Data from the phase Ib study suggest that “the nature of the activity associated with PI3K/mTOR is activated by androgen and CDK4/6 resistance,” Sullivan said. “We will build into a phase II study a subgroup of patients selected with Celsignia to serve as a backstop. If the hypothesis is, ‘Well, our patients would do much better,’ which we think is a reasonable hypothesis, then that would suggest we would have an easier time of getting an approval. At the same time, while the Celsignia patients may [do] better, the other, non-Celsignia-positive patients may also do very well – maybe not as good, but compared to the current standard of care, substantially better, so it's the kind of drug that potentially should be made available to all patients. Even though some might benefit more, it doesn't preclude getting approval for all comers.” But if the wider trial doesn’t pan out, “we think having a sufficiently powered subgroup of Celsignia-positive patients essentially provides a backup,” giving Celcuity “two bites at the apple,” he said. The company also said it has signed a $25 million debt financing agreement with Innovatus Capital Partners, and proceeds from first $15 million tranche increase cash on-hand to $44 million.

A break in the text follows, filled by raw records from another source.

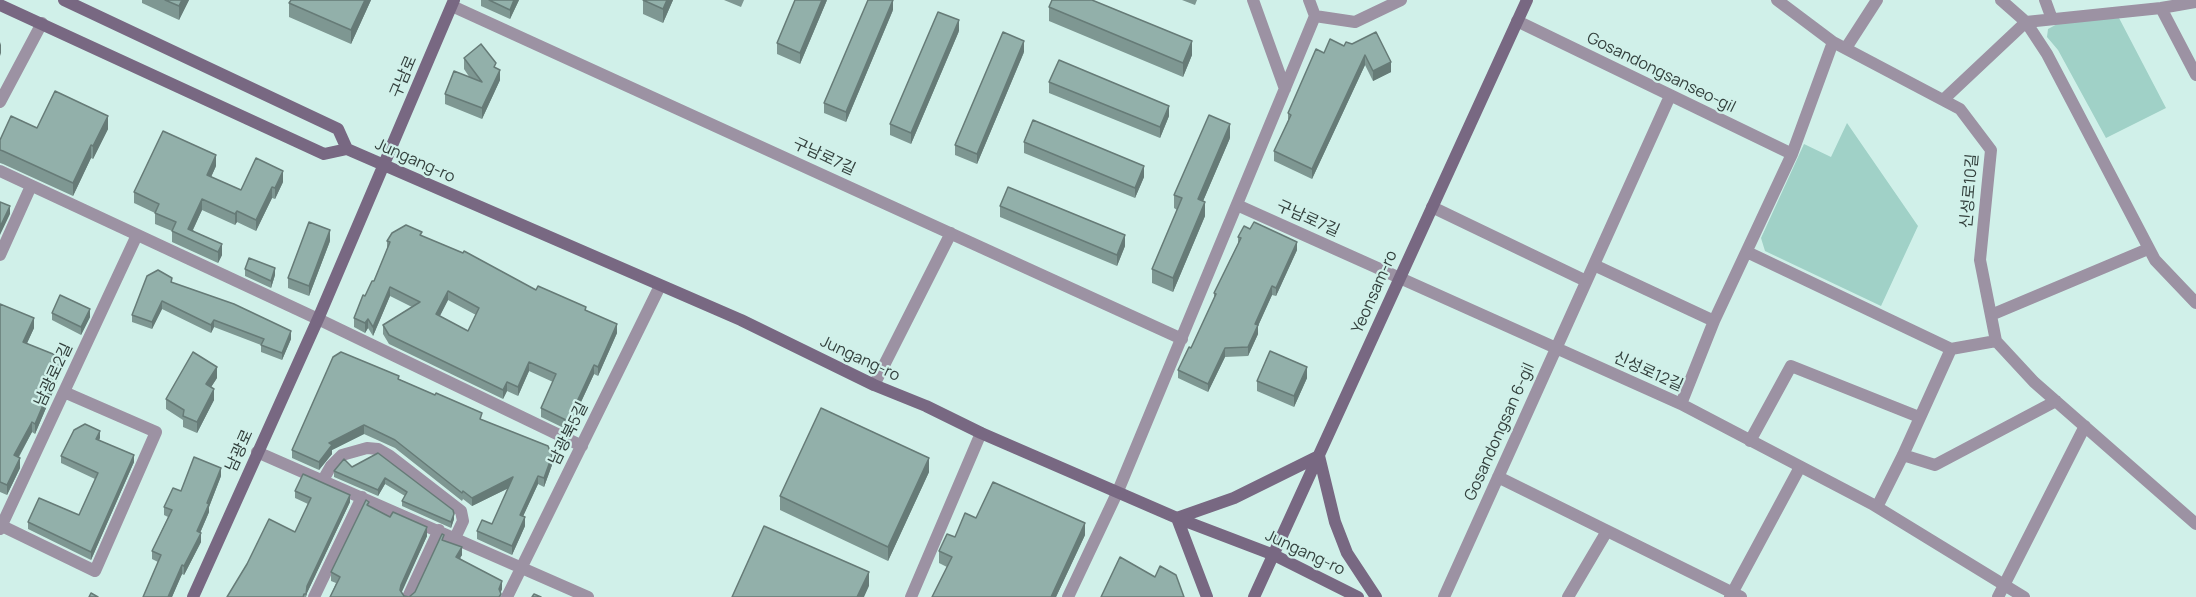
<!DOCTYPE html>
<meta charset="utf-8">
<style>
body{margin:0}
canvas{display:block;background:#d0f0e9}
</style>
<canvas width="2196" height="597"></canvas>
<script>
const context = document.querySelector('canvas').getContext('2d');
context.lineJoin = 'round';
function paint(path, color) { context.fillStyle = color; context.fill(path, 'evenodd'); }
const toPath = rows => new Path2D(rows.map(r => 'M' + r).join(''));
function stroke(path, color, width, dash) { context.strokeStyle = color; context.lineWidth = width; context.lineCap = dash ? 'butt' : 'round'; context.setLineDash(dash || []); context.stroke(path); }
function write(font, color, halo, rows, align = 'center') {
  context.font = font + ' Manrope,"Noto Sans KR",sans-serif'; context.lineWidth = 4.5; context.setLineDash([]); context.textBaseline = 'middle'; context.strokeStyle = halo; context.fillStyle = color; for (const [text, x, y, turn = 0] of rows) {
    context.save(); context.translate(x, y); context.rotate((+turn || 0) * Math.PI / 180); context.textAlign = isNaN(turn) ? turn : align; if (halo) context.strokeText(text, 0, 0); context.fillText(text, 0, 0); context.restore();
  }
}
paint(toPath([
 [2119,18,2166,108,2106,138,2058,50,2047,37,2048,29,2061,22],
 [1847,123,1918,226,1881,306,1765,251,1761,238,1804,144,1831,157]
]), '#a0d1c7');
stroke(toPath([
 [1253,0,1285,89],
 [1309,0,1315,16,1355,22,1401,0],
 [1777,0,1833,42,1960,109,1991,150,1980,260,1996,341,2034,382,2196,524],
 [2001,0,2026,22,2047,54,2155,260,2196,303],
 [2045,0,2052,19],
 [452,6,1182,339],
 [2161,8,2196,75],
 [1517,21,1792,154],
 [1846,48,1877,0],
 [1943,100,2026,22,2161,8,2196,2],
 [0,102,42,23],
 [0,171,318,319,582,446],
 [1237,205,1681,404,1872,504,2024,597],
 [1432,207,1586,281],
 [1747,252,1951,349],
 [0,255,31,186],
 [1594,265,1714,321],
 [1991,315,2148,249],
 [1951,349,1996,341],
 [874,385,951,233],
 [1681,404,1714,321,1792,154,1833,42],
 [1750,441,1791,366,1919,417],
 [257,452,588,597],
 [1903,455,1935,465,2056,401],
 [1498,477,1741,597],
 [323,480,331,466,342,455,367,448,378,449,390,456,461,511,463,521,455,538],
 [1877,507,1903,455,1951,349],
 [0,525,95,571,156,432,64,392],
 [0,529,137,235],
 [314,597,362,497],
 [408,597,439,530],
 [507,597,660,286],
 [911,597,981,433],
 [1068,597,1118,491,1315,16],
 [1444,597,1670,96],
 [1568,597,1607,531],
 [1730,597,1800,467],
 [1998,597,2085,426]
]), '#9c92a3', 12);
stroke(toPath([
 [64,0,338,129,347,149],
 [0,5,324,154,347,149,741,320,874,385,926,406,981,433,1177,518,1274,555,1358,597],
 [193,597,318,319,454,0],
 [1207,597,1177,518,1234,498,1319,456,1335,522,1347,553,1376,597],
 [1254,597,1527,0]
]), '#786882', 12);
paint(toPath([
 [142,0,189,0,179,20,142,3],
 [371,0,351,44,289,17,289,3],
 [481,0,519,0,510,19,481,6],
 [643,0,673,0,663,23,643,14],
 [724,0,744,0,741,7],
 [827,0,800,64,777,54,777,43],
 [1182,0,1197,0,1195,5],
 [1049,7,1192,55,1183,77,1049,21],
 [893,10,846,122,824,113,824,103],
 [959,31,911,144,890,135,890,124],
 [1346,42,1391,72,1373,81,1365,65,1312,179,1274,161,1274,151,1288,121,1288,113,1324,53,1344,46],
 [1024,52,977,164,955,155,955,145],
 [464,58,496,68,500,80,482,119,445,104,445,94,470,78,464,69],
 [1049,82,1169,116,1160,138,1049,93],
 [37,128,108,129,93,159,91,158,73,196,3,164,0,163,0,140],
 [1230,138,1203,201,1205,216,1173,292,1152,283,1152,269,1177,210,1174,208,1174,195],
 [1024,142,1144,177,1135,198,1024,153],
 [216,166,211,177,241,190,283,182,275,199,272,198,256,231,237,222,235,225,202,210,193,230,222,255,218,263,172,242,172,231,155,224,155,213,134,203,134,192],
 [1000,206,1125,246,1117,266,1000,217],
 [422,236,536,290,586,311,617,333,598,376,594,374,568,430,541,417,541,408,553,382,529,371,518,396,507,391,503,399,389,344,383,334,383,325,412,307,390,296,373,336,368,328,365,333,354,327,354,318,374,281,387,249,387,241],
 [448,300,476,315,468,331,440,316],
 [1238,237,1297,250,1276,296,1272,295,1258,326,1258,334,1248,356,1225,357,1208,392,1178,378,1178,370,1191,348,1214,299,1214,293,1238,244],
 [330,241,309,296,288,288,288,278],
 [245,269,275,275,271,288,245,276],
 [172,283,291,339,282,360,261,352,261,345,214,327,211,333,162,309,152,329,132,322,132,315],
 [0,304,34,328,27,343,63,368,35,434,32,432,19,457,20,468,7,495,0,492],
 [52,313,90,317,81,335,52,320],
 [217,378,211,387,214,400,197,433,183,427,183,420,166,409,166,399],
 [1307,378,1294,407,1257,391,1257,381],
 [399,379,482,420,552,465,544,487,538,484,523,516,525,526,512,555,477,539,477,531,492,524,508,488,472,506,463,499,462,501,395,448,364,434,332,450,332,454,319,470,292,458,292,450],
 [100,438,98,441,134,462,91,560,28,529,28,522,79,515,95,479,61,463,61,456],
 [378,453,454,519,451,528,402,506,402,501,405,496,385,484,378,496,334,477,334,471,352,467],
 [929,472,888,561,780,510,780,496],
 [221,476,209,507,209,512,200,533,201,542,184,575,182,574,172,597,143,597,158,562,152,559,152,551,168,517,164,515,164,507,181,491],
 [295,491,350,502,307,593,306,597,227,597,295,532,308,504,295,498],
 [369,506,427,536,401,592,404,596,409,597,415,592,444,541,462,555,460,558,502,589,500,593,501,597,330,597,336,583,331,581,331,572],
 [976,518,1085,535,1056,597,932,597,947,567,939,563,939,551]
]), '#7e9792');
paint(toPath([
 [182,0,189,0,179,20,179,6],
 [365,0,371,0,351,44,351,30],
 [514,0,519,0,510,19,510,10],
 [667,0,673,0,663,23,663,9],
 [822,0,827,0,800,64,800,53],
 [893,0,893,10,846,122,846,112],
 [959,20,959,31,911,144,911,133],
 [1024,41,1024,52,977,164,977,154],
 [1192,41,1192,55,1183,77,1183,63],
 [1,42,1,53,0,56,0,45],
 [1365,55,1365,65,1312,179,1312,169],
 [1391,62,1391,72,1373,81,1373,71],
 [500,70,500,80,482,119,482,108],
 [1169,106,1169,116,1160,138,1160,127],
 [108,116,108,129,93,159,93,146],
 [1230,124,1230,138,1198,213,1198,199],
 [91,145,91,158,73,196,73,183],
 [216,155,216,166,207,186,207,175],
 [1144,166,1144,177,1135,198,1135,188],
 [283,171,283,182,275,199,275,188],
 [272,187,272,198,256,231,256,220],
 [202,199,202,210,188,240,188,229],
 [1205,202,1205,216,1173,292,1173,278],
 [10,206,10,214,0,235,0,227],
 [237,211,237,222,235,225,235,214],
 [330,230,330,241,309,296,309,286],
 [1125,235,1125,246,1117,266,1117,255],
 [1297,242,1297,250,1276,296,1276,288],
 [222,244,222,255,218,263,218,252],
 [275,268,275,275,271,288,271,281],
 [1272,286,1272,295,1258,326,1258,334,1248,356,1248,347,1255,324],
 [390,287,390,296,373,336,373,327],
 [448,291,448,300,436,323,436,314],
 [162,301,162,309,152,329,152,322],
 [90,309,90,317,81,335,81,327],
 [34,318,34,328,23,352,23,342],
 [368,319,368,328,365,333,365,323],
 [214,320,214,327,211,333,211,325],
 [617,324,617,333,598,376,598,367],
 [291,331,291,339,282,360,282,353],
 [1225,348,1225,357,1208,392,1208,384],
 [63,358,63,368,35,434,35,424],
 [529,362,529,371,518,396,518,387],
 [594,365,594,374,568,430,568,421],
 [217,367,217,378,206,395,206,384],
 [1307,367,1307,378,1294,407,1294,396],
 [507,382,507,391,503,399,503,390],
 [214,389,214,400,197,433,197,422],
 [32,422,32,432,14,465,14,455],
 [364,425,364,434,332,450,332,454,319,470,319,462,329,443],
 [100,431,100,438,96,447,96,439],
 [134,455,134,462,91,560,91,552],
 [552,456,552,465,544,487,544,478],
 [20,458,20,468,7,495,7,485],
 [929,458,929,472,888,561,888,547],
 [221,468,221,476,209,507,209,512,197,540,197,531],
 [538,476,538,484,520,523,520,515],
 [513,477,513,486,472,506,472,498],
 [385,478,385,484,378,496,378,490],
 [350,495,350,502,307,593,306,597,307,586],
 [454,514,454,519,451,528,451,522],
 [525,517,525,526,512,555,512,546],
 [1085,523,1085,535,1056,597,1051,597],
 [427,527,427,536,401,594,400,597,401,585],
 [201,533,201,542,184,575,184,566],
 [462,547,462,555,456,565,456,557],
 [182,565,182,574,172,597,168,597],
 [869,572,869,586,864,597,857,597],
 [502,581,502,589,499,597,499,589]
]), '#667b77');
const building = toPath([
 [165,0,182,0,179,6,165,0],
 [291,0,365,0,351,30,289,3,291,0],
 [489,0,514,0,510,10,489,0],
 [643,0,667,0,663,9,643,0],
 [795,0,822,0,800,53,777,43,795,0],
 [868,0,893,0,846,112,824,103,868,0],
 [1052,0,1092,0,1192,41,1183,63,1049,7,1052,0],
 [938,12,959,20,911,133,890,124,938,12],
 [1003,32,1024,41,977,154,955,145,1003,32],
 [1376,32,1391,62,1373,71,1365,55,1312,169,1274,151,1291,115,1288,113,1316,49,1324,53,1330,39,1344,46,1346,42,1352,44,1376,32],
 [481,44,496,63,494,67,500,70,482,108,445,94,454,71,482,82,464,58,481,44],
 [1059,60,1169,106,1160,127,1049,82,1059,60],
 [55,91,108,116,93,146,91,145,73,183,3,151,0,150,0,140,11,116,37,128,55,91],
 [1209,115,1230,124,1198,199,1205,202,1173,278,1152,269,1182,198,1174,195,1209,115],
 [1033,120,1144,166,1135,188,1024,142,1033,120],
 [163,131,216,155,207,175,241,190,256,158,283,171,275,188,272,187,256,220,237,211,235,214,202,199,188,229,222,244,218,252,172,231,176,222,155,213,159,204,134,192,163,131],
 [1008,187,1125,235,1117,255,1000,206,1008,187],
 [0,202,10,206,0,227,0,202],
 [309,222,330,230,309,286,288,278,309,222],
 [1254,222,1297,242,1276,288,1272,286,1255,324,1258,325,1248,347,1225,348,1208,384,1178,370,1189,347,1191,348,1216,294,1214,293,1241,238,1238,237,1244,226,1250,229,1254,222],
 [406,225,422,232,420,235,463,253,464,251,536,290,538,286,586,307,585,310,617,324,598,367,594,365,568,421,541,408,556,374,529,362,518,387,507,382,503,390,389,335,383,325,420,302,390,287,373,327,368,319,365,323,354,318,363,295,365,296,372,281,374,281,390,242,387,241,392,233,406,225],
 [448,291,479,308,468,331,436,314,448,291],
 [249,258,275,268,271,281,245,269,249,258],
 [158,270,172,278,171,282,234,304,291,331,282,353,261,345,264,339,214,320,211,325,162,301,152,322,132,315,147,276,158,270],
 [60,295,90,309,81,327,52,313,60,295],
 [0,304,34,318,23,342,63,358,35,424,32,422,14,455,20,458,7,485,0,482,0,304],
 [1270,351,1307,367,1294,396,1257,381,1270,351],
 [193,352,217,367,206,384,214,389,197,422,183,416,184,410,166,399,193,352],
 [341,352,399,376,398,379,435,395,436,393,482,413,480,419,548,446,552,456,544,478,538,476,520,515,525,517,512,546,477,531,482,520,492,524,513,477,472,498,463,491,462,493,395,440,364,425,329,443,332,445,319,462,292,450,333,357,341,352],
 [821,408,929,458,888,547,780,496,821,408],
 [85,424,100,431,96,439,134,455,91,552,28,522,39,498,79,515,98,473,61,456,74,430,85,424],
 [378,453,453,510,454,514,451,522,402,501,407,492,385,478,378,490,334,471,344,459,352,467,378,453],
 [194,457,221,468,207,503,209,504,197,531,201,533,184,566,182,565,168,597,143,597,161,555,152,551,172,510,164,507,173,488,181,491,194,457],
 [303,474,350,495,307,586,306,594,304,594,303,597,227,597,247,564,269,519,295,532,311,498,295,491,303,474],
 [993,482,1085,523,1051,597,932,597,952,557,939,551,947,534,955,537,965,513,976,518,993,482],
 [366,500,369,502,367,505,390,517,393,512,427,527,401,585,400,590,404,596,409,597,415,592,442,534,444,535,442,540,462,547,456,557,502,581,499,589,501,594,499,597,330,597,340,577,331,572,366,500],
 [764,526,869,572,857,597,732,597,764,526],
 [1120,557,1155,577,1160,566,1176,575,1184,597,1101,597,1120,557],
 [91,593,98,597,89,597,91,593],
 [534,594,541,597,532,597,534,594]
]);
paint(building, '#92b0aa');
stroke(building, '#667b77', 1.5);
write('16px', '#33403d', '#d0f0e9', [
 ["Gosandongsanseo-gil",1661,73,26],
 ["구남로",404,77,-67],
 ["구남로7길",824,157,25],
 ["Jungang-ro",415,161,24],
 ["신성로10길",1970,191,-85],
 ["구남로7길",1308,219,24],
 ["Yeonsam-ro",1375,292,-66],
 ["Jungang-ro",860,359,25],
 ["신성로12길",1648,372,24],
 ["남광로2길",54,375,-65],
 ["Gosandongsan 6-gil",1500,432,-66],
 ["남광북5길",569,434,-64],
 ["남광로",240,451,-66],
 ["Jungang-ro",1305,553,25]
]);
</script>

Craig-Hallum analyst Alexander Nowak asked about diligence related to the Pfizer deal, wanting to know if Celcuity had access to patient samples from the phase Ib in order to run tests before putting pen to paper. Sullivan said the company wasn’t able to do that “because there aren't fresh tumor samples available from those types of studies. But we were able to look at each patient's result and look at their mutational status, and find there wasn't a correlation with the mutational status. The overall favorability of the data certainly suggests that, in this case, with these patients, there's a more fundamental role that PI3K/mTOR is playing,” he said. That’s why the pathway “has been of such interest to pharmaceutical companies,” he noted.

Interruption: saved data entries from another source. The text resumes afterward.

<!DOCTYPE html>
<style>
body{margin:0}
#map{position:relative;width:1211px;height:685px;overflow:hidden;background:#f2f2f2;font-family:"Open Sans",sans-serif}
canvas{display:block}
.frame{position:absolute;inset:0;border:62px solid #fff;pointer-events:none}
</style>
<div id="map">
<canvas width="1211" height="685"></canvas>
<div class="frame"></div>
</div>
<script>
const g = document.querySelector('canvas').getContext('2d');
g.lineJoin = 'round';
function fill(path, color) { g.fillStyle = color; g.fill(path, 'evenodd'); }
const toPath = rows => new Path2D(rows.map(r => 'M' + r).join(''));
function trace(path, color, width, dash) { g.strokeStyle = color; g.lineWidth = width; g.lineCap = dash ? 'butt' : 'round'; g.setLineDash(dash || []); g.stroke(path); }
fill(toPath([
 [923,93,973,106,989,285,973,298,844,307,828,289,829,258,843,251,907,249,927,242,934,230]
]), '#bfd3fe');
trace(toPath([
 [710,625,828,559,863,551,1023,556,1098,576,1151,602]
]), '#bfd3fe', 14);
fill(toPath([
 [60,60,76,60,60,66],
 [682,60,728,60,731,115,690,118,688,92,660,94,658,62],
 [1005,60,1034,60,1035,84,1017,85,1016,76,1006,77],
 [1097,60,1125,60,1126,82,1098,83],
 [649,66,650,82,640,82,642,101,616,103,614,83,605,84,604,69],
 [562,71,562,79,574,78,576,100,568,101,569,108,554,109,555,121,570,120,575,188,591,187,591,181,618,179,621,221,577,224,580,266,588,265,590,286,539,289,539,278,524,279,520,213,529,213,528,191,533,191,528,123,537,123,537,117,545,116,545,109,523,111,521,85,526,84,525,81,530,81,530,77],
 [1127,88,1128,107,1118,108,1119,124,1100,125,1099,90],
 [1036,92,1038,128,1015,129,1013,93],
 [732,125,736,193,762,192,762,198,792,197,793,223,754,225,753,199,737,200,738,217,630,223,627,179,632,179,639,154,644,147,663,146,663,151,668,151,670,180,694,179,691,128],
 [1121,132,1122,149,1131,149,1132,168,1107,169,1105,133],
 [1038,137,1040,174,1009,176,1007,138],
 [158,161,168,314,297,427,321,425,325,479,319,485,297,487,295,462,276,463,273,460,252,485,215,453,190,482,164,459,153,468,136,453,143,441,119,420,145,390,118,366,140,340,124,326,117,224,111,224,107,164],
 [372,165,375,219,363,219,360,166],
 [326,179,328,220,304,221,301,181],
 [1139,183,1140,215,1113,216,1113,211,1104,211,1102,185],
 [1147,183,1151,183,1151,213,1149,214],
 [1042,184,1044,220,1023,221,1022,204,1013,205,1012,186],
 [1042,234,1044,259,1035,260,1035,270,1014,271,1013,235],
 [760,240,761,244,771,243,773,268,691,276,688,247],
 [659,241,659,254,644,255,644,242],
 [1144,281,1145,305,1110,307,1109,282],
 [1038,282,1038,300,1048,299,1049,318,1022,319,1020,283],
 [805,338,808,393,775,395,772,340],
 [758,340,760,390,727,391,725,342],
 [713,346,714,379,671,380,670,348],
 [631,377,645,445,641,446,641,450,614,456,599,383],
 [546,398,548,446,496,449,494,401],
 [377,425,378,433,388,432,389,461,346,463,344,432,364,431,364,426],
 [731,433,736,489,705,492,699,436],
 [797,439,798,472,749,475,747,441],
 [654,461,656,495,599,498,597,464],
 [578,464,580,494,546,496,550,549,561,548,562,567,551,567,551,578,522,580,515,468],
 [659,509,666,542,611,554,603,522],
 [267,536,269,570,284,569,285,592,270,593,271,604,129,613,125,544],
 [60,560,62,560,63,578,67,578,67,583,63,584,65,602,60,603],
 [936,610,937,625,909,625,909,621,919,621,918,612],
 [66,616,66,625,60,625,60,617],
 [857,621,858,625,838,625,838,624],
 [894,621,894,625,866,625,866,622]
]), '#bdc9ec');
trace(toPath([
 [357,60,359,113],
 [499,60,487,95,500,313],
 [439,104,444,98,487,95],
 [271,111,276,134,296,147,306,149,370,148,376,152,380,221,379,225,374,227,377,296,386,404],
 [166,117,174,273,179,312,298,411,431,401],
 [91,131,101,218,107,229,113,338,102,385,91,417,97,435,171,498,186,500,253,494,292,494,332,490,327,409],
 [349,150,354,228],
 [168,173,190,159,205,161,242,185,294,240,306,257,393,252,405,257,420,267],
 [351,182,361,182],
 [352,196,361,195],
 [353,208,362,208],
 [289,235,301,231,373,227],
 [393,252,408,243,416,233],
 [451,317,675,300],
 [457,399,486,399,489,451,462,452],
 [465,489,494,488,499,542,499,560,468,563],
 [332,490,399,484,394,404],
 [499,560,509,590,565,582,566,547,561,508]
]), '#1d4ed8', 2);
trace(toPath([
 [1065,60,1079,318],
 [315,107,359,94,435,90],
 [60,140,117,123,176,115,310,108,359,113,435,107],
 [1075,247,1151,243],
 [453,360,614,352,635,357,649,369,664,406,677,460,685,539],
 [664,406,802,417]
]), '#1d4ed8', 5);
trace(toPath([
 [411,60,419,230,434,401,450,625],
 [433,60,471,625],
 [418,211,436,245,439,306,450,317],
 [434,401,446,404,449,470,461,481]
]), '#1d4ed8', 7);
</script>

Celcuity’s diagnostic strategy supports the push for new potential indications with six different targeted therapies, controlled by pharmaceutical companies, that would rely on a Celsignia to select patients. In January, Celcuity entered a collaboration with Sarah Cannon Research Institute and Pfizer for a phase II trial to measure the efficacy and safety of two Pfizer targeted therapies, Vizimpro (dacomitinib), a pan-HER inhibitor, and Xalkori (crizotinib), a c-Met inhibitor, in patients with previously treated metastatic HER2-negative breast cancer selected with the Celsignia test. Sarah Cannon is serving as the sponsor. In March, the firm inked a deal with MD Anderson Cancer Center, Basel, Switzerland-based Novartis AG and Puma Biotechnology Inc., of Los Angeles. To be investigated are efficacy and safety of Novartis’ c-Met inhibitor, Tabrecta (capmatinib), and Puma’s Nerlynx (neratinib), a pan-HER inhibitor, in patients with previously treated metastatic HER2-negative breast cancer selected with Celsignia. MD Anderson will serve as the sponsor.